What is required: What you return must be exactly the lines from the beginning of the material through the line containing "M187,830l59,7 -3,23 -6,-1", both included, and no pictures.

Data for review:
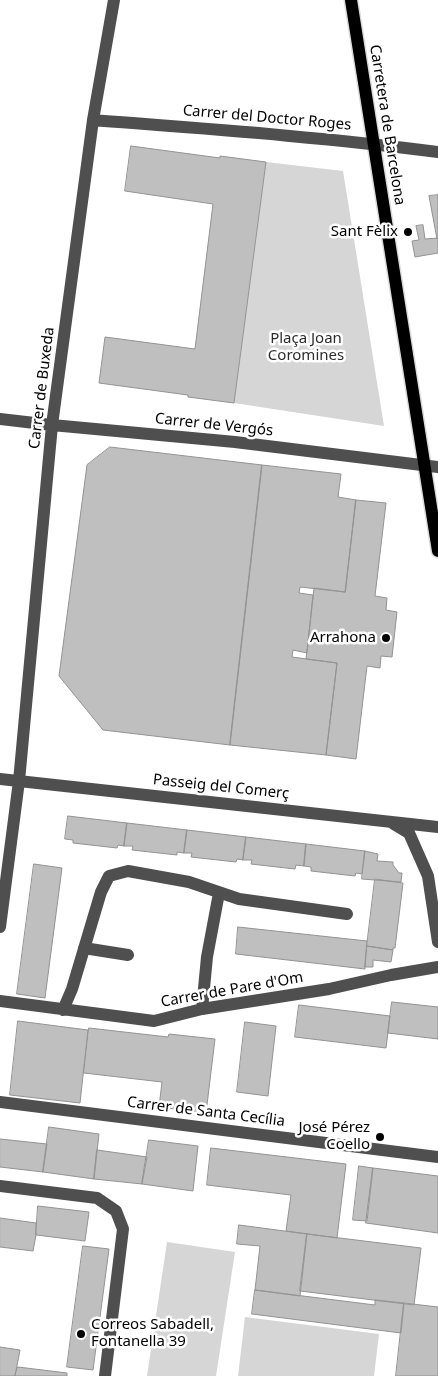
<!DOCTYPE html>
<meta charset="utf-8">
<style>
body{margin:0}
canvas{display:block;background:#fff}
</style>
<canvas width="438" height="1376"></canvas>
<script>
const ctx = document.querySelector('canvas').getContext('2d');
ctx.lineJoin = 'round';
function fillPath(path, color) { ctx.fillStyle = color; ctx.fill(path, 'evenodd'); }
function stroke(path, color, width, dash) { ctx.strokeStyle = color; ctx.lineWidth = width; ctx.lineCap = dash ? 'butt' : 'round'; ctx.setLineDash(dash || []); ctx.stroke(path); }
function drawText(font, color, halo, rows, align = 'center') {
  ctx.font = font + ' "Noto Sans",sans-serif'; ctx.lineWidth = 5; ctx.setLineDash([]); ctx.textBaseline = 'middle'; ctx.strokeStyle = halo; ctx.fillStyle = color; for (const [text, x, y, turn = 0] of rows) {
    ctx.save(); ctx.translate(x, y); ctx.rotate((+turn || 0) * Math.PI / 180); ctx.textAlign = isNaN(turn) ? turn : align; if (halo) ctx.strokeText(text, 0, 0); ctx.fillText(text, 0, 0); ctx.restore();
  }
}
fillPath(new Path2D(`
 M266,162l77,9 41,255 -150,-23z
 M167,1242l68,10 -19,124h-69z
 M245,1317l134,17 -5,42h-136z`), '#d6d6d6');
const building = new Path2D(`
 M131,146l89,12v-2l46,6 -32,241 -46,-6v-2l-89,-12 6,-46 90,12 18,-145 -88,-13z
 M438,195v43l-1,1 -8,-43z
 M423,225l2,14 13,-1v15l-23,4 -3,-16 7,-1 -3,-14z
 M110,447l152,18 -32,280 -127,-15 -44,-54 28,-211z
 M262,465l79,9 -3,23 18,3 -11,92 -45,-5 -1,6 14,2 -6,58 -14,-3 -1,7 45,6 -11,92 -96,-10z
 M356,500l30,3 -11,93 12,2 -1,12 11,2 -5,45 -11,-1 -1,12 -13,-2 -11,93 -30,-4 11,-92 -31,-4 8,-71 31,4z
 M68,816l59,7 -3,23 -6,-1 -1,3 -44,-5v-3l-8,-1z
 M127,823l60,7 -3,23 -7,-1v3l-45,-5 1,-4h-9z
 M187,830l59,7 -3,23 -6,-1 -1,3 -45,-5 1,-4h-8z
 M246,837l60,7 -2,22 -8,-1 -1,4 -44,-5 1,-4h-9z
 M306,844l59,7 -3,23 -6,-1 -1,3 -44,-5v-4l-7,-1z
 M365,851l13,3 -1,7 16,1v3l6,8h3l-1,9 -39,-3z
 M34,864l28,4 -17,130 -28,-4z
 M375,879l28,4 -8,65h-2v2l-26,-4z
 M238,927l129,14 -2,28 -129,-15z
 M367,946l26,4 -2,12 -18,-2v7h-8z
 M392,1002l46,5v32l-50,-6z
 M299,1005l91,11 -4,32 -91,-11z
 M18,1021l70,9 -8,73 -70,-8z
 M245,1022l31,4 -8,70 -31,-4z
 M89,1028l79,9 1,-3 46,5 -9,74 -47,-6 3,-25 -78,-9z
 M49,1127l50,7 -5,45 -51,-7z
 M0,1139l47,5 -4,28 -43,-5z
 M149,1140l49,6 -5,45 -51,-7z
 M211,1148l135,16 -9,74 -51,-7 5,-36 -84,-10z
 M97,1150l50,7 -5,27 -48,-5z
 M359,1166l14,2 -6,53 -14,-1z
 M373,1168l65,8v57l-72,-10z
 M38,1206l51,6 -4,29 -49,-6z
 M0,1218l36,5v12l-3,16 -33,-4z
 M239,1225l68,9 -7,62 -45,-6 5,-44 -23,-2z
 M307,1234l114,14 -7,57 -114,-14z
 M83,1246l26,3 -16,121 -26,-3z
 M255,1290l120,15v-5l29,3 -3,30 -149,-19z
 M404,1303l34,4v69h-42z
 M0,1347l20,3 -5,26h-15z
 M18,1367l49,6v3h-52z`);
fillPath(building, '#bfbfbf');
stroke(building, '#939393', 1);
const major = new Path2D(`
 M351,0l87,551`);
stroke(major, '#dbdbdb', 15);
stroke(new Path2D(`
 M93,120c115,9 230,17 345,32
 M0,419l52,6 183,17 203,25
 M0,779l438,48
 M394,824l15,9 19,43 10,66
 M0,927l19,-146 33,-356 41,-305 21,-120
 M84,948l44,7
 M0,1001l154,20 48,-12 127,-20 62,-14 47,-8
 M202,1009l5,-52 12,-64
 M63,1010l9,-21 29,-97 8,-16 19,-5 61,11 50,17 108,15
 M0,1102l438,55
 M0,1186l97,12 19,13 7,18 -18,147`), '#4f4f4f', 12);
stroke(major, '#000', 12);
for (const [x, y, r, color] of [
 [408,232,5,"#000"],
 [386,638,5,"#000"],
 [380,1137,5,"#000"],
 [81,1334,5,"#000"]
]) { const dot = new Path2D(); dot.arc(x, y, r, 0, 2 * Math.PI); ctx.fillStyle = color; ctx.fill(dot); stroke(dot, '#fff', 2); }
drawText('15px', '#000', '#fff', [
 ["Carrer del Doctor Roges",267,118,5],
 ["Carretera de Barcelona",387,125,81],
 ["Carrer de Buxeda",42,388,-83],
 ["Carrer de Vergós",214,425,6],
 ["Passeig del Comerç",221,787,6],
 ["Carrer de Pare d'Om",232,990,-10],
 ["Carrer de Santa Cecília",206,1112,7]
]);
drawText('15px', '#000', '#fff', [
 ["Sant Fèlix",398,232],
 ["Arrahona",376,638],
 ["José Pérez",370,1128],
 ["Coello",370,1145],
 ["Correos Sabadell,",91,1325,"left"],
 ["Fontanella 39",91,1342,"left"]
], 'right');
drawText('15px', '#2d2d2d', '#fff', [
 ["Plaça Joan",306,339],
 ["Coromines",306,356]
]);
</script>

Exercise output:
<!DOCTYPE html>
<meta charset="utf-8">
<style>
body{margin:0}
canvas{display:block;background:#fff}
</style>
<canvas width="438" height="1376"></canvas>
<script>
const ctx = document.querySelector('canvas').getContext('2d');
ctx.lineJoin = 'round';
function fillPath(path, color) { ctx.fillStyle = color; ctx.fill(path, 'evenodd'); }
function stroke(path, color, width, dash) { ctx.strokeStyle = color; ctx.lineWidth = width; ctx.lineCap = dash ? 'butt' : 'round'; ctx.setLineDash(dash || []); ctx.stroke(path); }
function drawText(font, color, halo, rows, align = 'center') {
  ctx.font = font + ' "Noto Sans",sans-serif'; ctx.lineWidth = 5; ctx.setLineDash([]); ctx.textBaseline = 'middle'; ctx.strokeStyle = halo; ctx.fillStyle = color; for (const [text, x, y, turn = 0] of rows) {
    ctx.save(); ctx.translate(x, y); ctx.rotate((+turn || 0) * Math.PI / 180); ctx.textAlign = isNaN(turn) ? turn : align; if (halo) ctx.strokeText(text, 0, 0); ctx.fillText(text, 0, 0); ctx.restore();
  }
}
fillPath(new Path2D(`
 M266,162l77,9 41,255 -150,-23z
 M167,1242l68,10 -19,124h-69z
 M245,1317l134,17 -5,42h-136z`), '#d6d6d6');
const building = new Path2D(`
 M131,146l89,12v-2l46,6 -32,241 -46,-6v-2l-89,-12 6,-46 90,12 18,-145 -88,-13z
 M438,195v43l-1,1 -8,-43z
 M423,225l2,14 13,-1v15l-23,4 -3,-16 7,-1 -3,-14z
 M110,447l152,18 -32,280 -127,-15 -44,-54 28,-211z
 M262,465l79,9 -3,23 18,3 -11,92 -45,-5 -1,6 14,2 -6,58 -14,-3 -1,7 45,6 -11,92 -96,-10z
 M356,500l30,3 -11,93 12,2 -1,12 11,2 -5,45 -11,-1 -1,12 -13,-2 -11,93 -30,-4 11,-92 -31,-4 8,-71 31,4z
 M68,816l59,7 -3,23 -6,-1 -1,3 -44,-5v-3l-8,-1z
 M127,823l60,7 -3,23 -7,-1v3l-45,-5 1,-4h-9z
 M187,830l59,7 -3,23 -6,-1 -1,3 -45,-5 1,-4h-8z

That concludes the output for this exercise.